The smirk on Biff’s face speaks volumes. ‘What about Arkansas?’ I prod.

‘You know how it is,’ he answers. ‘Bunch of Hillbillies. That Hog call for football, it’s nothing but the racist Rebel Yell, stirring up prejudices. The Ozarks Hillbillies who aren’t indulging in incest are Christian fanatics. Just the types to homeschool. The PBS station in Arkansas, AETN, had a contest for school kids on writing their own story and illustrating it. And do you know that some homeschool parents had the gall to demand that their children be allowed to enter.’

‘Amazing,’ I gasp.

‘I’m not kidding,’ Biff assures me. ‘AETN is public TV, not private, and its services are for those in the public, and for schools that means for public schools.’

‘That’s some take,’ I state.

‘It gets worse,’ Biff warns. ‘The contest was blind, to try to make the judging fair, and a homeschooled boy won.
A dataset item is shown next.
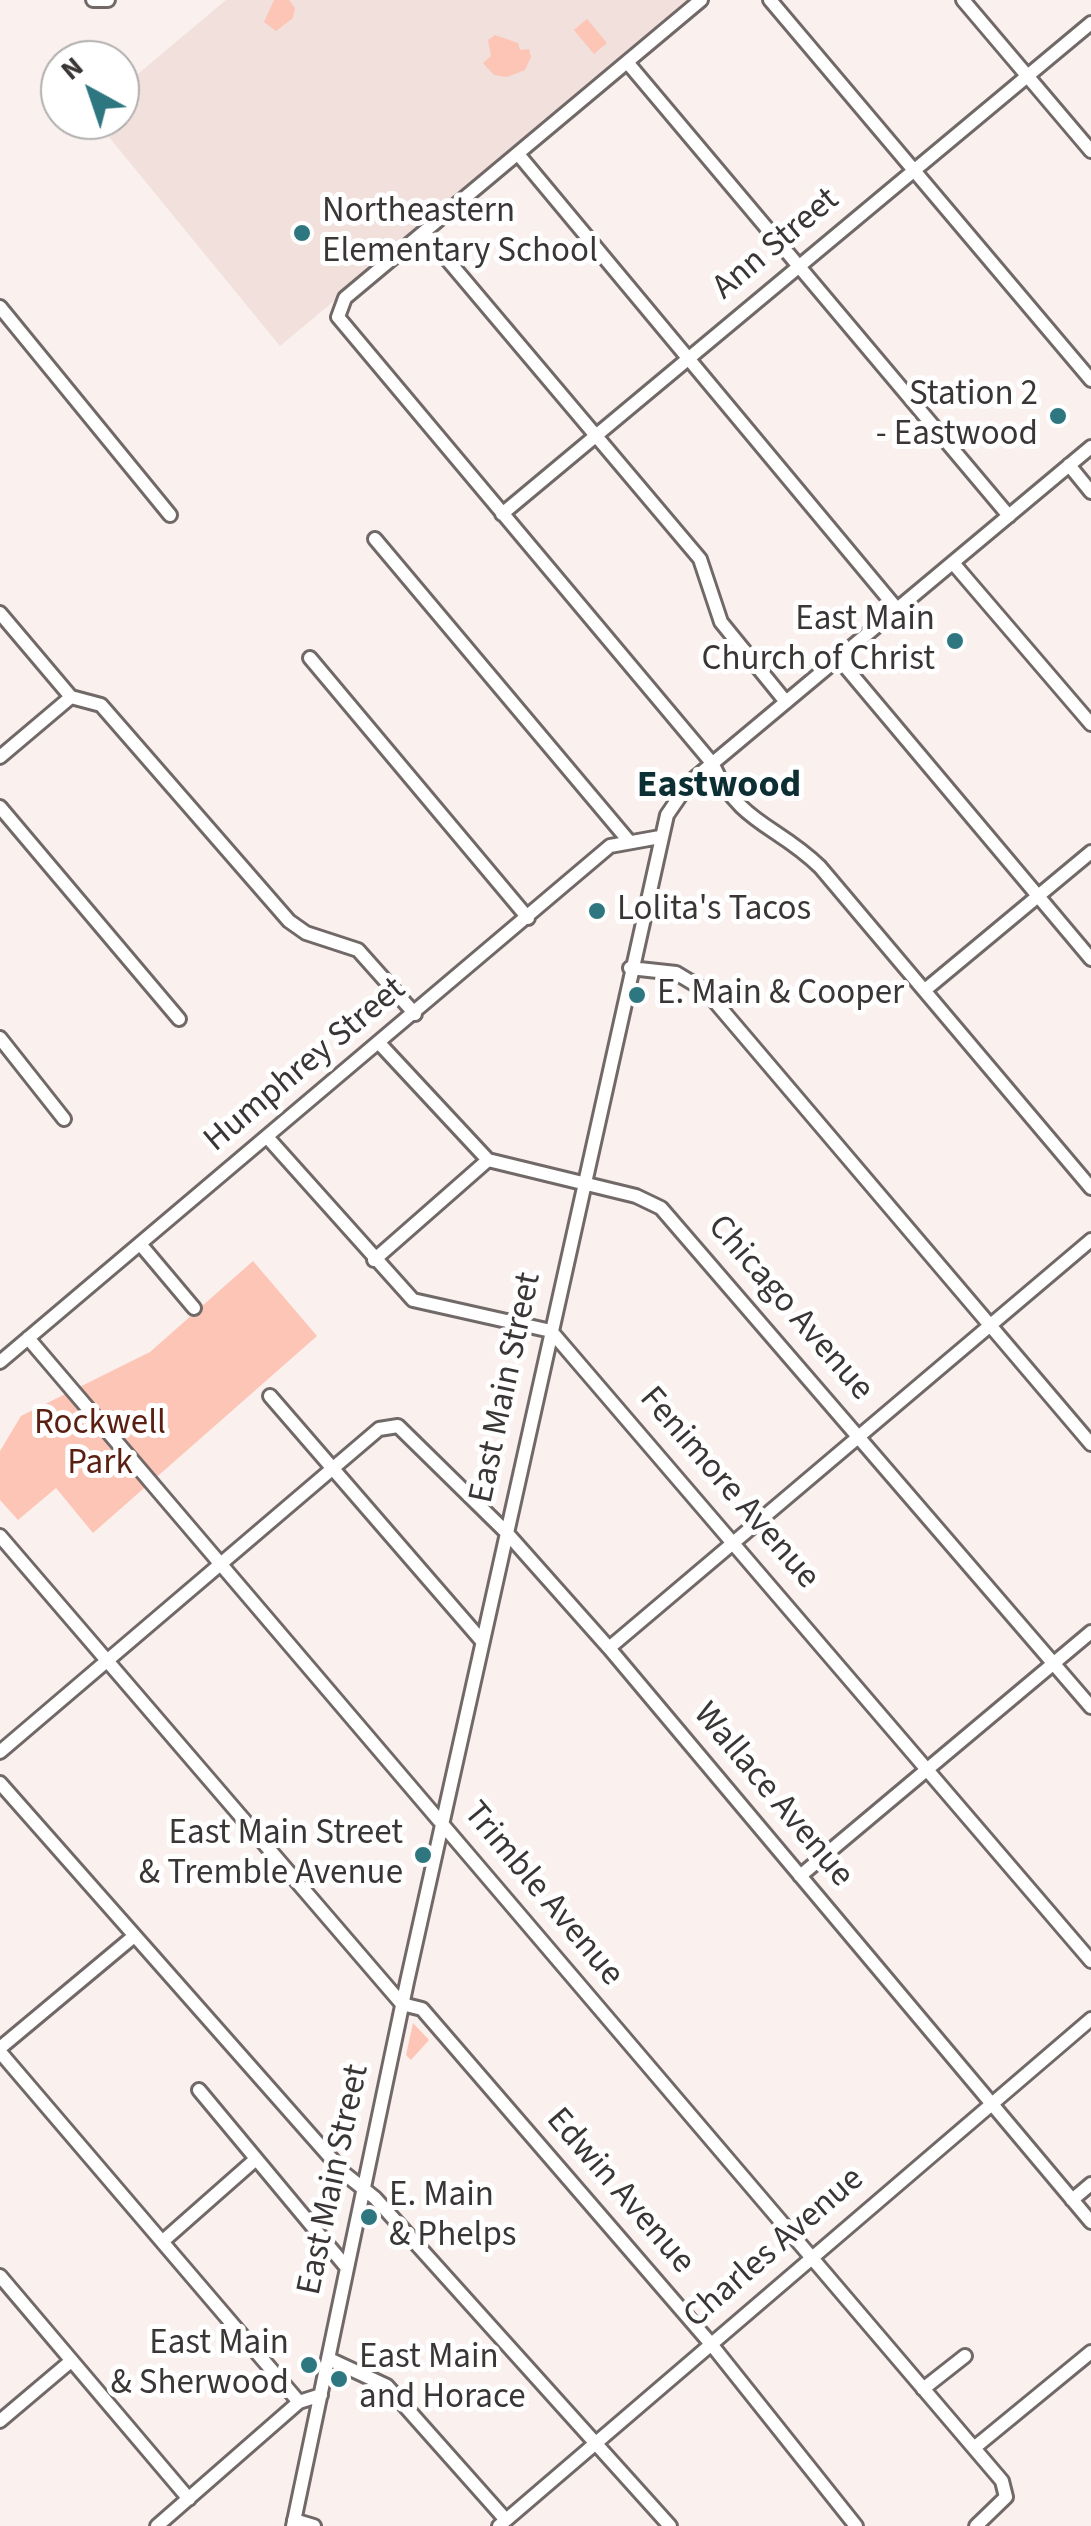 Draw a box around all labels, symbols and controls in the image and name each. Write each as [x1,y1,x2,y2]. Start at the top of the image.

For the whole state.’

‘Tsk, tsk,’ I mouth.

‘I’m not through,’ Biff continues. ‘The winner was to have his teacher honored and his classroom to receive a TV, to use it to help educate the children.’

‘More TV,’ I note. ‘A tried and true Leftist solution.’
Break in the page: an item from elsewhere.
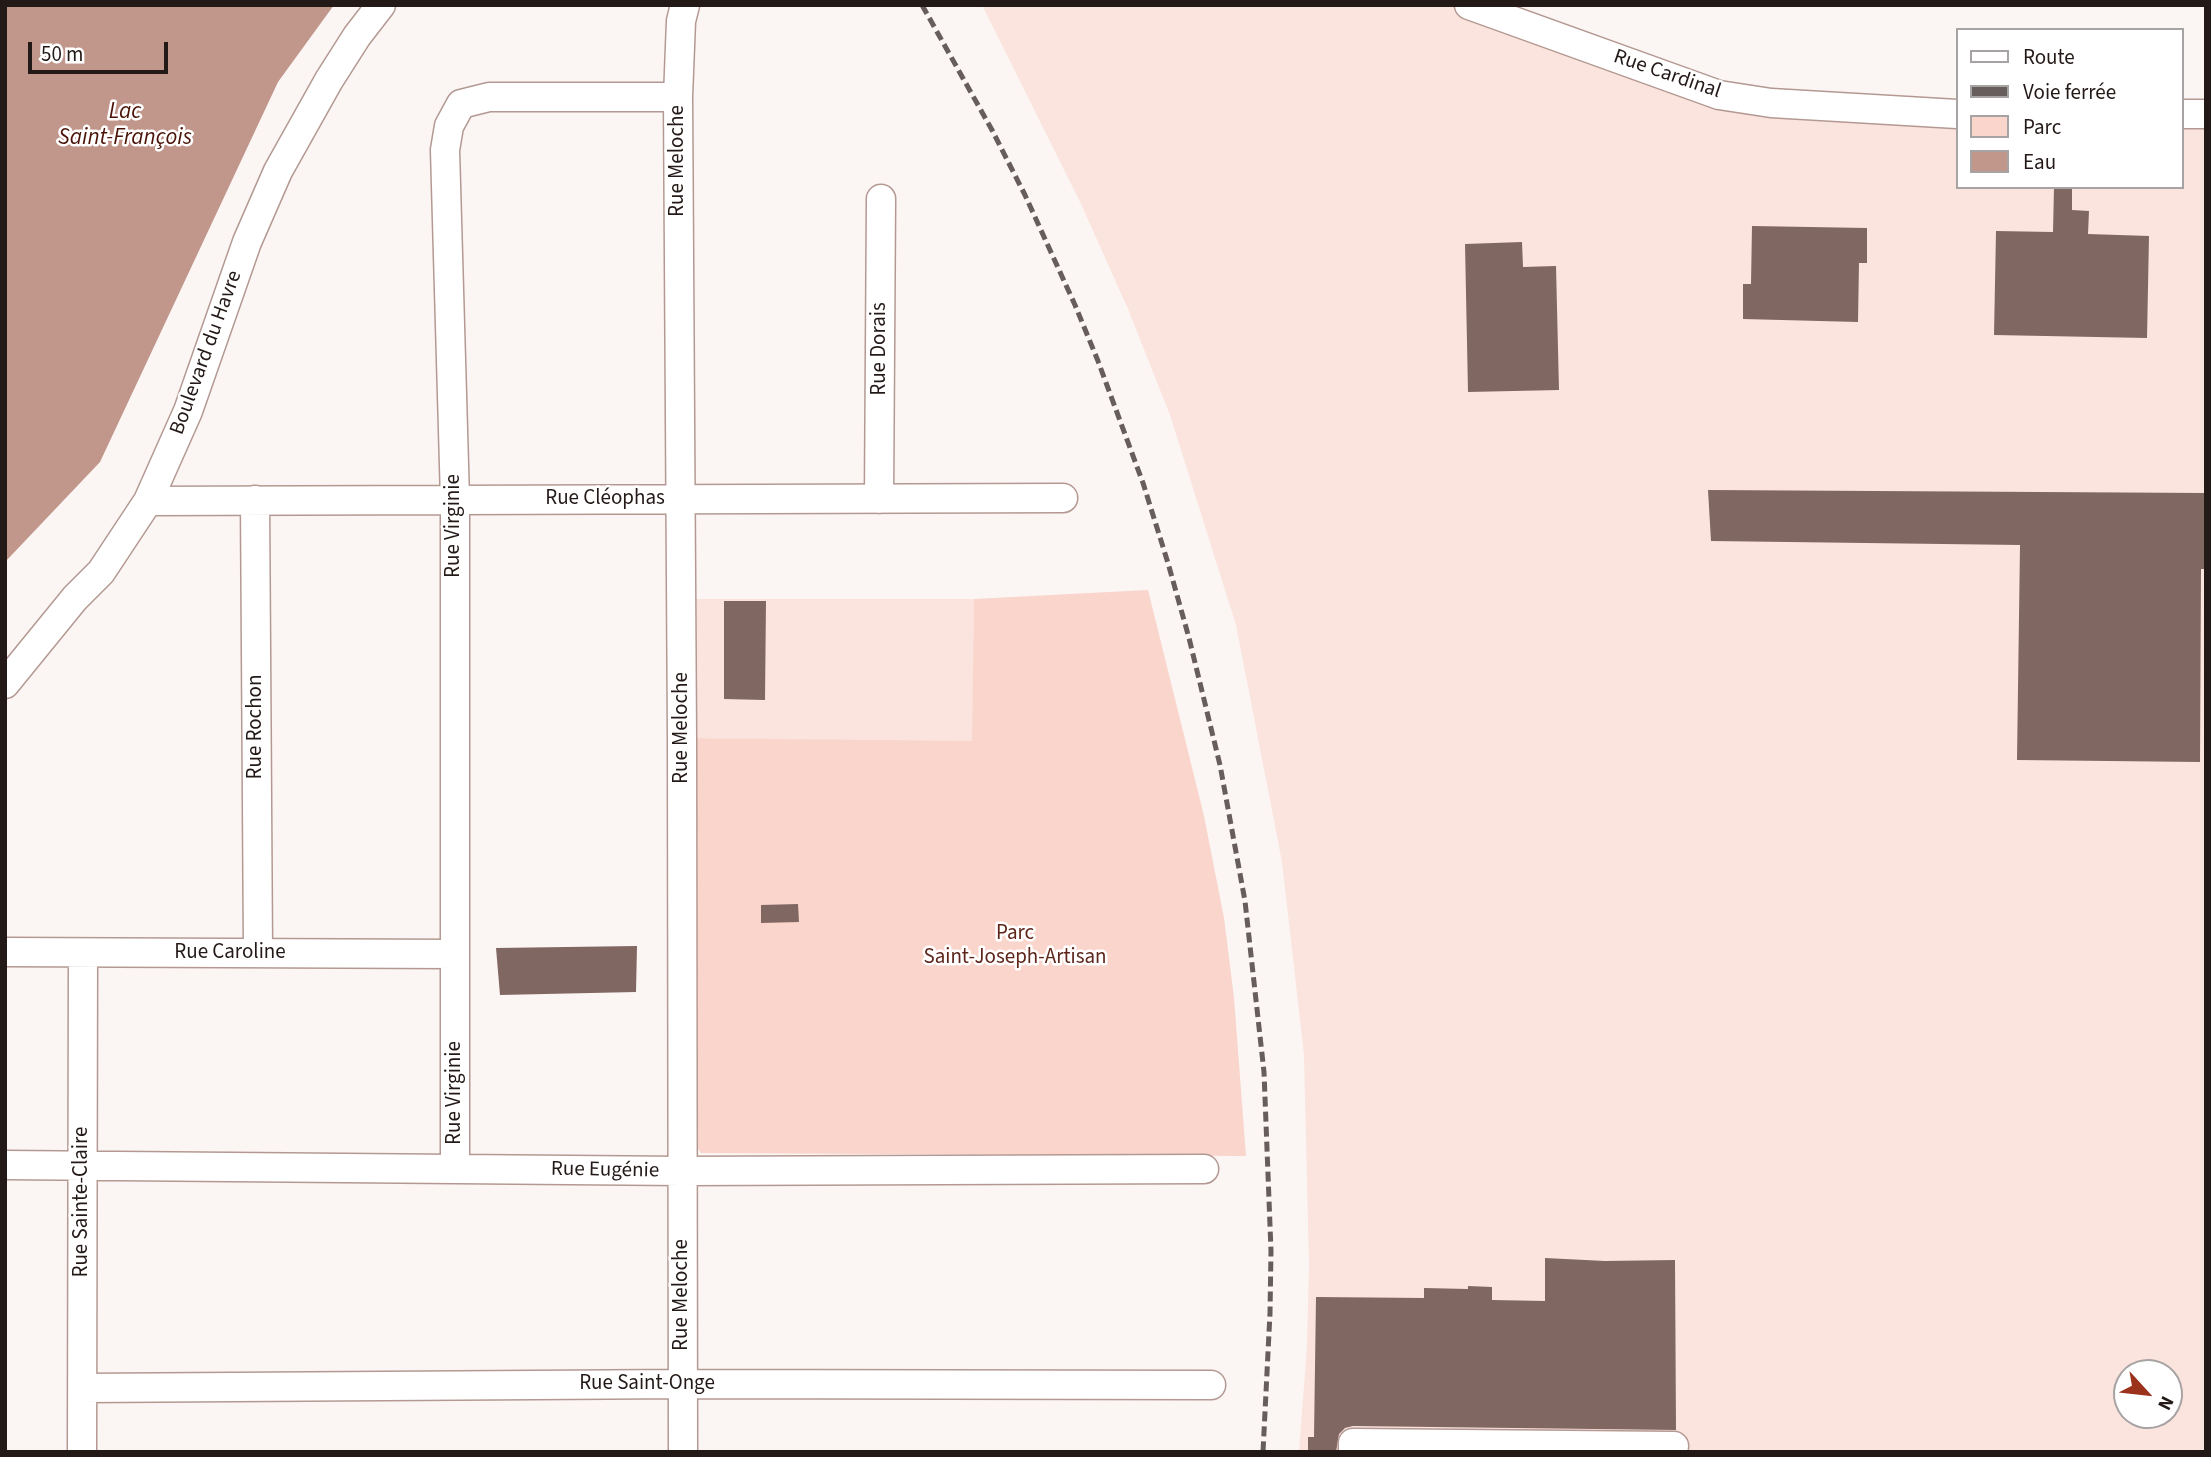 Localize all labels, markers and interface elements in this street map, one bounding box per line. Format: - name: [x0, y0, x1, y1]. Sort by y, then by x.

‘That mother,’ Biff informs me, ‘actually believed that she should receive the honor as teacher and that either she or the area home school association should get that TV.’
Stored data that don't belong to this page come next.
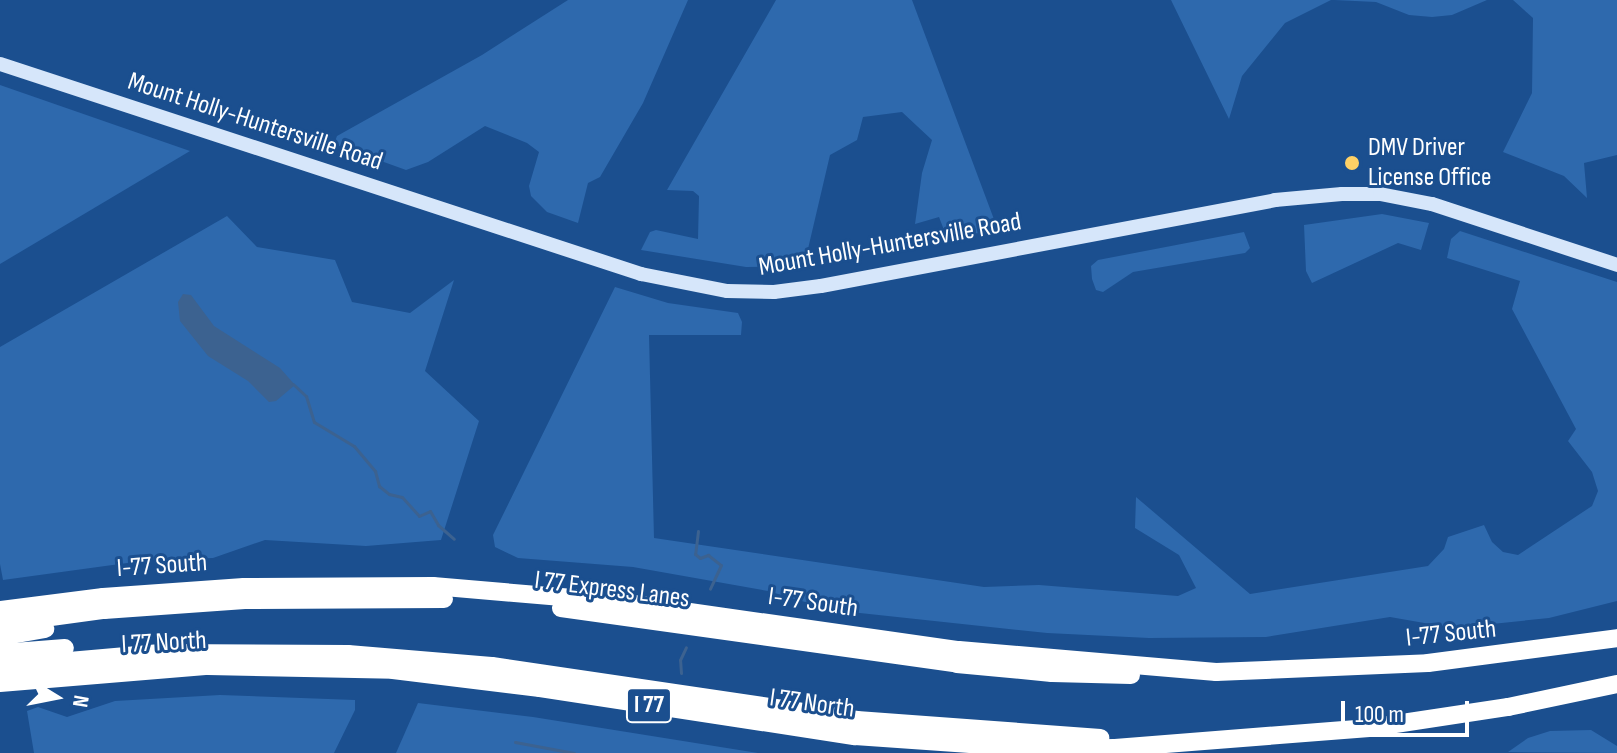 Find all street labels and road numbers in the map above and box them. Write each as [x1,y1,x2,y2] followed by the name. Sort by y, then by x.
[124,66,386,178] street label: Mount Holly-Huntersville Road
[756,207,1024,283] street label: Mount Holly-Huntersville Road
[116,547,208,585] street label: I-77 South
[533,565,691,615] street label: I 77 Express Lanes
[766,581,860,625] street label: I-77 South
[1404,614,1498,654] street label: I-77 South
[121,625,207,661] street label: I 77 North
[768,683,856,725] street label: I 77 North
[625,685,673,725] road number: I 77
‘Neither could they blush, old Jeremiah wrote,’ I say. ‘And he wasn’t much on propping up decadent Government either.’

‘It’s a mess,’ Biff declares with his eyes squinted, probably because the only Jeremiah he knows about is the bullfrog in the Hoyt Axton song made famous by Three Dog Night. ‘At least AETN refused to let homeschoolers get the TV. They didn’t cave in to extremists like so many people today do. And you know most of those homeschool parents are pushy! Christians,’ Biff adds with a wink. ‘The ones of that boy that won the Arkansas contest, they go to church all the time. I don’t mean like normal people do: at Christmas and Easter and for weddings and funerals and maybe a few other times each year. I mean they go a couple times a week. Whew,’ Biff virtually spits. ‘I had a couple of aunts that did that. Praying and crossing themselves and talking about Jesus, as if what some man did and said two thousand years ago matters today.’

‘Can’t have that backward wisdom of the ages running people’s lives in our advanced times,’ I intone.

‘What a waste of time,’ Biff continues as if I had said nothing, ‘and a way to get convinced that the out of time belongs today. And they clearly don’t care about their country. Those homeschool parents.’

‘How’s that,’ I wonder.

‘Well,’ Biff answers, ‘the public schools are the frontline in the War for multicultural diversity to make America a better, more inclusive, nation, the permanently indivisible kind Gertrude Stein and Alice Walker and Baby’s professors would say is justice. And these Home School parents are failing to give their children to aid that cause.’

‘That’s something to think about,’ I admit.

‘And it gets worse,’ Biff says. ‘Those homeschooled kids who win those contests, like that one in Arkansas and those Spelling and Geography Bees, they may convince people that kids get better educations at home than in today’s public schools. And people who believe that and are ready to make a sacrifice for their children will take their kids out of Government schools. Especially those that are old-fashioned intolerant Christians will jump ship; then the schools will get less money. And where does that leave us as we try to mold the next generation to embrace Multiculturalism and Choice?’

‘Well—’ I start.

‘And,’ Biff jumps back in, ‘just think about this war on terrorism. The public schools teach patriotism: to love the flag and follow our Government leaders. When I was younger, I didn’t understand the need of that, but I do now. Without that, we might not have enough young men to serve, and then how would we bomb and enforce no-fly zones over those places like Iraq and Serbia that are so violent and threatening to peace? How would we wage wars against terrorism, fundamentalism, and intolerance to make the world safe for our Multicultural, Pro-Choice way of life?’

‘I hazard to say that the fact that so few parents consider these questions is of great comfort to Baby and her professors,’ I asserted.